● Task directions: Scan the records for "none" and copy each line that contains it.

Input for this task below:

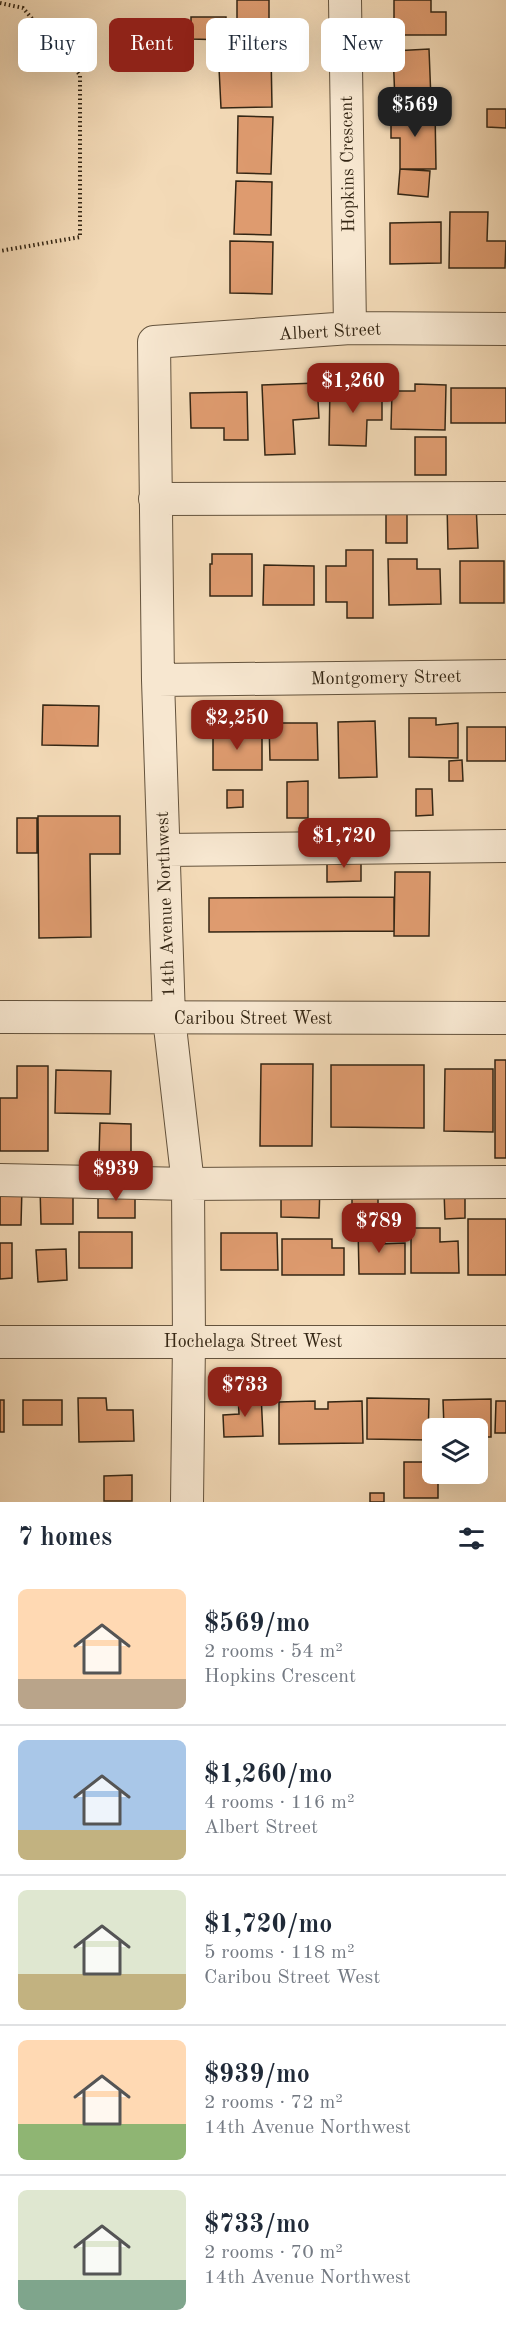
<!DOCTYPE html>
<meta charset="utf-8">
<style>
body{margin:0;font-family:"Old Standard TT",serif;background:#f2f2f3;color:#1f2937;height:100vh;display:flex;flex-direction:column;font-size:22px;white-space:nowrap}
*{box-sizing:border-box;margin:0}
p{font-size:20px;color:#747a83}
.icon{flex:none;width:33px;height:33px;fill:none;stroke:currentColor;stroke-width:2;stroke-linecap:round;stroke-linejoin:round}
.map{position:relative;height:1502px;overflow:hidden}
.details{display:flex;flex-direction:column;background:#fff;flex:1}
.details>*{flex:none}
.hud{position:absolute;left:18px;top:18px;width:471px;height:54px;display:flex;gap:12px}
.controls{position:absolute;left:422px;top:1418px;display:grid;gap:12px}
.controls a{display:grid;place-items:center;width:66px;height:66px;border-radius:9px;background:#fff;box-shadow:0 6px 24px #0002;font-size:30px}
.price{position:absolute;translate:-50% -51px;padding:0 14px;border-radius:12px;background:#8f2418;color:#fff;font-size:20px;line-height:39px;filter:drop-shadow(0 2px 3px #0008)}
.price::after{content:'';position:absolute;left:50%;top:36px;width:18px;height:14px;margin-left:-9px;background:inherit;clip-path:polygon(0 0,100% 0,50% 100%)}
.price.active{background:#222;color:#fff}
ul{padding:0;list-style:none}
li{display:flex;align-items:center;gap:18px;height:150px;padding:0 18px}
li+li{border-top:2px solid #e0e1e3}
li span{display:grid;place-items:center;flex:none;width:168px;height:120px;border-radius:9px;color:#555}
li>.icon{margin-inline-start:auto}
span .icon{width:72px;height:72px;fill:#fffc;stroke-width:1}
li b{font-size:26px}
h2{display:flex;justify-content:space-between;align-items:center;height:72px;padding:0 18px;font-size:26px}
.tag{padding:0 21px;border-radius:9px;background:#fff;box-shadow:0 6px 24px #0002;font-size:21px;line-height:54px}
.tag.active{background:#8f2418;color:#fff}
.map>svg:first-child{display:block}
</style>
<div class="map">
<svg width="506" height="1502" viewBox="0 0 506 1502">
<rect width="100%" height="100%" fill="#f3dab7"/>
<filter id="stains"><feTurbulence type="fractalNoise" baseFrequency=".00333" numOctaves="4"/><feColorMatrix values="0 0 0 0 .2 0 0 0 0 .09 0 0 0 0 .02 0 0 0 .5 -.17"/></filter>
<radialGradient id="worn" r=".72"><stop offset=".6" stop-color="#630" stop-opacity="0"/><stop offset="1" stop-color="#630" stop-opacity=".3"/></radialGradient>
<path fill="#de9b6f" stroke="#342614" stroke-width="1.5" d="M237 0H269V41H237Z
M394 0H431V12H446V35H394Z
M191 17H226V40L191 39Z
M429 49 431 100 395 102 393 51Z
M271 52 272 107 221 108 219 68H227V53Z
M435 109 436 169H400V138H391V110Z
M487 109H506V128L487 127Z
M238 116 273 117 271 174 237 173Z
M400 169 430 171 428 197 398 194Z
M236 181 272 182 271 235 234 234Z
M450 212H488L487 241H506L505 268H449Z
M441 222V263L390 264V223Z
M230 241 273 242 272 294 230 293Z
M317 383 319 418 293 420 295 454 265 455 262 385Z
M415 384 446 385 445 430 391 429 392 391H415Z
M330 387 382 388V420H367L366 446 329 445Z
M451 388H506V423H451Z
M247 392 248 440H224V428H191L190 393Z
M415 437H446V475H415Z
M447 503H476L478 548 448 549Z
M386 510H407V543H386Z
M346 550H373V618H347V602H326V566H346Z
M212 554H252V596H210V564H212Z
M388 559H417V569H440L441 604 389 605Z
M460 561H504V603H460Z
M264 565 314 566V605H263Z
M43 705 99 706 98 746 42 745Z
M409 718H436V725L458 723V758L409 757Z
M375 721 377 777 339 778 338 722Z
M269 723H317L318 760H270Z
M467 727H506V761H467Z
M213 730H242V733H262V770H213Z
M462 760 463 781H449V761Z
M308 781V818H287V782Z
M416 789H432L433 815 416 816Z
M227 790H243V807L227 808Z
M38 816H120V854H90L91 937 39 938Z
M17 818H37V853H17Z
M361 856V881L327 882V857Z
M395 872H430L429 936H394Z
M394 897V931L209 932V898Z
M495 1060H506V1158H495Z
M261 1064H313L312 1146H260Z
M331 1065H424V1128L331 1127Z
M17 1066H48V1151H0V1098H17Z
M445 1069H493V1132L444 1131Z
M56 1070 111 1071 110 1114 55 1113Z
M100 1123 131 1124V1156H99Z
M281 1185H320L319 1218 281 1217Z
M73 1186V1224H41L40 1187Z
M0 1187H22L21 1225H0Z
M98 1187H135V1218H98Z
M465 1190V1218L445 1219 444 1191Z
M352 1191H378V1221H352Z
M468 1219H506V1275H468Z
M358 1227H379V1244L405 1243V1274H359Z
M411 1228H440V1242L458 1241 459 1273H411Z
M79 1232H132V1268H79Z
M221 1233H277L278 1270H221Z
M282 1239H332V1248H344V1275H282Z
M0 1243H12V1278L0 1279Z
M66 1249 67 1280 38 1282 36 1250Z
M261 1393 263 1436 224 1437 223 1415 239 1414 238 1394Z
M78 1398H106L107 1410H133L134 1441 79 1442Z
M367 1398 429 1399 428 1440 367 1439Z
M491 1399V1437H477V1428H444L443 1400Z
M0 1400H4V1432H0Z
M23 1400H62V1425H23Z
M315 1401V1409H328V1402L362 1401 363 1443 279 1444V1402Z
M496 1401H506V1433H495Z
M404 1462H432V1473H438V1498H404Z
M132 1475V1501H104V1476Z
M370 1493H384V1502H370Z"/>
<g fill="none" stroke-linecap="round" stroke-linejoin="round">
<defs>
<path id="minor" d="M345 0 350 328
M155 499 506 498
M158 680 506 676
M164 850 506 846
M0 1017 506 1018
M0 1180 188 1184 506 1182
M0 1342H506
M187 1502 189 1341 188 1184 169 1018 158 680 154 342 350 328 506 329"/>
</defs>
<use href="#minor" stroke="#64533d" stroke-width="34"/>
<path stroke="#342614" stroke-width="4" stroke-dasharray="1.5 3" stroke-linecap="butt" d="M0 3 23 8 80 75V237L0 251"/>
<use href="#minor" stroke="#f7e7d0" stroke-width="32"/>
</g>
<g text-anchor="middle" stroke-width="4.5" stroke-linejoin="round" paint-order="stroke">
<g font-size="18" fill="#342614" stroke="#f7e7d0">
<text transform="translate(347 164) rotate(-91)" y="6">Hopkins Crescent</text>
<text transform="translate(330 331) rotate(-3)" y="6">Albert Street</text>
<text transform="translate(386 677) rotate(-1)" y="6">Montgomery Street</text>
<text transform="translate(165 904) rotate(-92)" y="6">14th Avenue Northwest</text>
<text x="253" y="1024">Caribou Street West</text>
<text x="253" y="1347">Hochelaga Street West</text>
</g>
</g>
<rect width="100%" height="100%" filter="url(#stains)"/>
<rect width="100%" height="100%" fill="url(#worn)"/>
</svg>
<div class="controls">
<a><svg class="icon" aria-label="layers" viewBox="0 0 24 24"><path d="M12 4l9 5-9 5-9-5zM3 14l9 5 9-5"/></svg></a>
</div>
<b class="price active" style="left:415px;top:138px">$569</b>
<b class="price" style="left:353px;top:414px">$1,260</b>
<b class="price" style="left:237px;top:751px">$2,250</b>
<b class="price" style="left:344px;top:869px">$1,720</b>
<b class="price" style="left:116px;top:1202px">$939</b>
<b class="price" style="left:379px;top:1254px">$789</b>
<b class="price" style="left:245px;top:1418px">$733</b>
<div class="hud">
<a class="tag">Buy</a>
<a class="tag active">Rent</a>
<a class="tag">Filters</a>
<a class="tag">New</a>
</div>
</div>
<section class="details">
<h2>7 homes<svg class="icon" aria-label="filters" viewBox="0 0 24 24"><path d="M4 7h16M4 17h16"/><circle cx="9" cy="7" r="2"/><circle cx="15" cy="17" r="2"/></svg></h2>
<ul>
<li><span style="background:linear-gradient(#ffd9b3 75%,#b9a48a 0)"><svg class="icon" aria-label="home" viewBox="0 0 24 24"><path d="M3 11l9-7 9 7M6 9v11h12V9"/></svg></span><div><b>$569/mo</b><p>2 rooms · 54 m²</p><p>Hopkins Crescent</p></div></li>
<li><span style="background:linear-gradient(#a9c7e8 75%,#c2b280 0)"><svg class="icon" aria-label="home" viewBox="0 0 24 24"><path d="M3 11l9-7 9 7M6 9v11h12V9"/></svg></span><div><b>$1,260/mo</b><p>4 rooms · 116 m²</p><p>Albert Street</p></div></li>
<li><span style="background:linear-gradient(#dfe7d0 70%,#c2b280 0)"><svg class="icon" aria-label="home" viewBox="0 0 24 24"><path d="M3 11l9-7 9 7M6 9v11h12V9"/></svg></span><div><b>$1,720/mo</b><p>5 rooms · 118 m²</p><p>Caribou Street West</p></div></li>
<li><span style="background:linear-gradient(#ffd9b3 70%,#8fb573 0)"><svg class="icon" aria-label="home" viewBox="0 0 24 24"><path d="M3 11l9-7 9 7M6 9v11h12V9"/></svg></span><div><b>$939/mo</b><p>2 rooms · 72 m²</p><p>14th Avenue Northwest</p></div></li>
<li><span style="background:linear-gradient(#dfe7d0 75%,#7fa58c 0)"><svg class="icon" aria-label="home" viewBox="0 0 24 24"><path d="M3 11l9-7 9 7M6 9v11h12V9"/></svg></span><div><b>$733/mo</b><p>2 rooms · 70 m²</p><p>14th Avenue Northwest</p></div></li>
</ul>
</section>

End of Input for this task.

● Answer section:
.icon{flex:none;width:33px;height:33px;fill:none;stroke:currentColor;stroke-width:2;stroke-linecap:round;stroke-linejoin:round}
.details>*{flex:none}
ul{padding:0;list-style:none}
li span{display:grid;place-items:center;flex:none;width:168px;height:120px;border-radius:9px;color:#555}
<g fill="none" stroke-linecap="round" stroke-linejoin="round">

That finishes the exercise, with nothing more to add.